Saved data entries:
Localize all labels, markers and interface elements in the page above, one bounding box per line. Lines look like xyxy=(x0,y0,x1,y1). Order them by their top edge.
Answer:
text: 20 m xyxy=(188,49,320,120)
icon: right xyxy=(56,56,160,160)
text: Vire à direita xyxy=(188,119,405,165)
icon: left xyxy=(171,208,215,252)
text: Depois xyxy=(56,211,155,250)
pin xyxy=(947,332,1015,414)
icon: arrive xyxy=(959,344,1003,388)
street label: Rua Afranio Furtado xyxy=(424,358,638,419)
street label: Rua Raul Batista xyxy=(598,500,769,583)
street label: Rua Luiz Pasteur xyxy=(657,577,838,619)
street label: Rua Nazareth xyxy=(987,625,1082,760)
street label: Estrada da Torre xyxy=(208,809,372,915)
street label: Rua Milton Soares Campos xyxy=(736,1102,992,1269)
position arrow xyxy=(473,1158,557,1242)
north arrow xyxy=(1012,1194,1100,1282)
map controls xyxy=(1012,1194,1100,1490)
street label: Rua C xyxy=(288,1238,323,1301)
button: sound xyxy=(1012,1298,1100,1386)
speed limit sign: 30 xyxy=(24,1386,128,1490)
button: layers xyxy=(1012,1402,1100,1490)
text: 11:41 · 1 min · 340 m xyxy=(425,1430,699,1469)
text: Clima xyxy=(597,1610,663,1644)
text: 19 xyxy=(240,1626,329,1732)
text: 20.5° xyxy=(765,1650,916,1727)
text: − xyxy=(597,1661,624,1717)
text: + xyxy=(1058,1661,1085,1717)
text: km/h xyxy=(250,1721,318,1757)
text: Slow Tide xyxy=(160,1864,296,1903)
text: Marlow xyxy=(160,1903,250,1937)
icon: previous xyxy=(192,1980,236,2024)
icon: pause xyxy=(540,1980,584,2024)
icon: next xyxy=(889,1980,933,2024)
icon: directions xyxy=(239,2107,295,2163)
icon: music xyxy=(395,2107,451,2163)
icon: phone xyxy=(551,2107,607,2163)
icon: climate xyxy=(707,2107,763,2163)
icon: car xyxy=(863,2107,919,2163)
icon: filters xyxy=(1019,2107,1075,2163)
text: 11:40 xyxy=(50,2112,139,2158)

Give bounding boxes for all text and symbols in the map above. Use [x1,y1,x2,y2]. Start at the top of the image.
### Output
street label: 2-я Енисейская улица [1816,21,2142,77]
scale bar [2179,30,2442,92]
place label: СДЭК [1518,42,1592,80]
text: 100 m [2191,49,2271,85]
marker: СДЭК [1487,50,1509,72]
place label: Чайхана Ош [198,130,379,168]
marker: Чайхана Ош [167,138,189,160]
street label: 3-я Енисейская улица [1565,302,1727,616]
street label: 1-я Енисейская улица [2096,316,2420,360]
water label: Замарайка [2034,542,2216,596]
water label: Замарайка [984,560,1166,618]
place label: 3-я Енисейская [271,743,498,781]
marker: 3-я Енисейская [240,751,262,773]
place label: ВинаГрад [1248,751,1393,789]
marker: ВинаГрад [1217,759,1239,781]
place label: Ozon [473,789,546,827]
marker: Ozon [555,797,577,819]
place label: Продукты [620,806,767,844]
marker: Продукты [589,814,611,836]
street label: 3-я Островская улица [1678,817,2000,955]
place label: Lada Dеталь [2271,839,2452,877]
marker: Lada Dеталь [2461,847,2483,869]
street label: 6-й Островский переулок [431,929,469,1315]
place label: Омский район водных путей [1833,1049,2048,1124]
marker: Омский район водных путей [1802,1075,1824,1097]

• [Problem statement] Print the records above in full, exactly.

• [Response to the task]
Localize all labels, markers and interface elements in the page above, one bounding box per line. Lines look like xyxy=(x0,y0,x1,y1). Order them by their top edge.
Answer:
text: 20 m xyxy=(188,49,320,120)
icon: right xyxy=(56,56,160,160)
text: Vire à direita xyxy=(188,119,405,165)
icon: left xyxy=(171,208,215,252)
text: Depois xyxy=(56,211,155,250)
pin xyxy=(947,332,1015,414)
icon: arrive xyxy=(959,344,1003,388)
street label: Rua Afranio Furtado xyxy=(424,358,638,419)
street label: Rua Raul Batista xyxy=(598,500,769,583)
street label: Rua Luiz Pasteur xyxy=(657,577,838,619)
street label: Rua Nazareth xyxy=(987,625,1082,760)
street label: Estrada da Torre xyxy=(208,809,372,915)
street label: Rua Milton Soares Campos xyxy=(736,1102,992,1269)
position arrow xyxy=(473,1158,557,1242)
north arrow xyxy=(1012,1194,1100,1282)
map controls xyxy=(1012,1194,1100,1490)
street label: Rua C xyxy=(288,1238,323,1301)
button: sound xyxy=(1012,1298,1100,1386)
speed limit sign: 30 xyxy=(24,1386,128,1490)
button: layers xyxy=(1012,1402,1100,1490)
text: 11:41 · 1 min · 340 m xyxy=(425,1430,699,1469)
text: Clima xyxy=(597,1610,663,1644)
text: 19 xyxy=(240,1626,329,1732)
text: 20.5° xyxy=(765,1650,916,1727)
text: − xyxy=(597,1661,624,1717)
text: + xyxy=(1058,1661,1085,1717)
text: km/h xyxy=(250,1721,318,1757)
text: Slow Tide xyxy=(160,1864,296,1903)
text: Marlow xyxy=(160,1903,250,1937)
icon: previous xyxy=(192,1980,236,2024)
icon: pause xyxy=(540,1980,584,2024)
icon: next xyxy=(889,1980,933,2024)
icon: directions xyxy=(239,2107,295,2163)
icon: music xyxy=(395,2107,451,2163)
icon: phone xyxy=(551,2107,607,2163)
icon: climate xyxy=(707,2107,763,2163)
icon: car xyxy=(863,2107,919,2163)
icon: filters xyxy=(1019,2107,1075,2163)
text: 11:40 xyxy=(50,2112,139,2158)

Give bounding boxes for all text and symbols in the map above. Use [x1,y1,x2,y2]. Start at the top of the image.
### Output
street label: 2-я Енисейская улица [1816,21,2142,77]
scale bar [2179,30,2442,92]
place label: СДЭК [1518,42,1592,80]
text: 100 m [2191,49,2271,85]
marker: СДЭК [1487,50,1509,72]
place label: Чайхана Ош [198,130,379,168]
marker: Чайхана Ош [167,138,189,160]
street label: 3-я Енисейская улица [1565,302,1727,616]
street label: 1-я Енисейская улица [2096,316,2420,360]
water label: Замарайка [2034,542,2216,596]
water label: Замарайка [984,560,1166,618]
place label: 3-я Енисейская [271,743,498,781]
marker: 3-я Енисейская [240,751,262,773]
place label: ВинаГрад [1248,751,1393,789]
marker: ВинаГрад [1217,759,1239,781]
place label: Ozon [473,789,546,827]
marker: Ozon [555,797,577,819]
place label: Продукты [620,806,767,844]
marker: Продукты [589,814,611,836]
street label: 3-я Островская улица [1678,817,2000,955]
place label: Lada Dеталь [2271,839,2452,877]
marker: Lada Dеталь [2461,847,2483,869]
street label: 6-й Островский переулок [431,929,469,1315]
place label: Омский район водных путей [1833,1049,2048,1124]
marker: Омский район водных путей [1802,1075,1824,1097]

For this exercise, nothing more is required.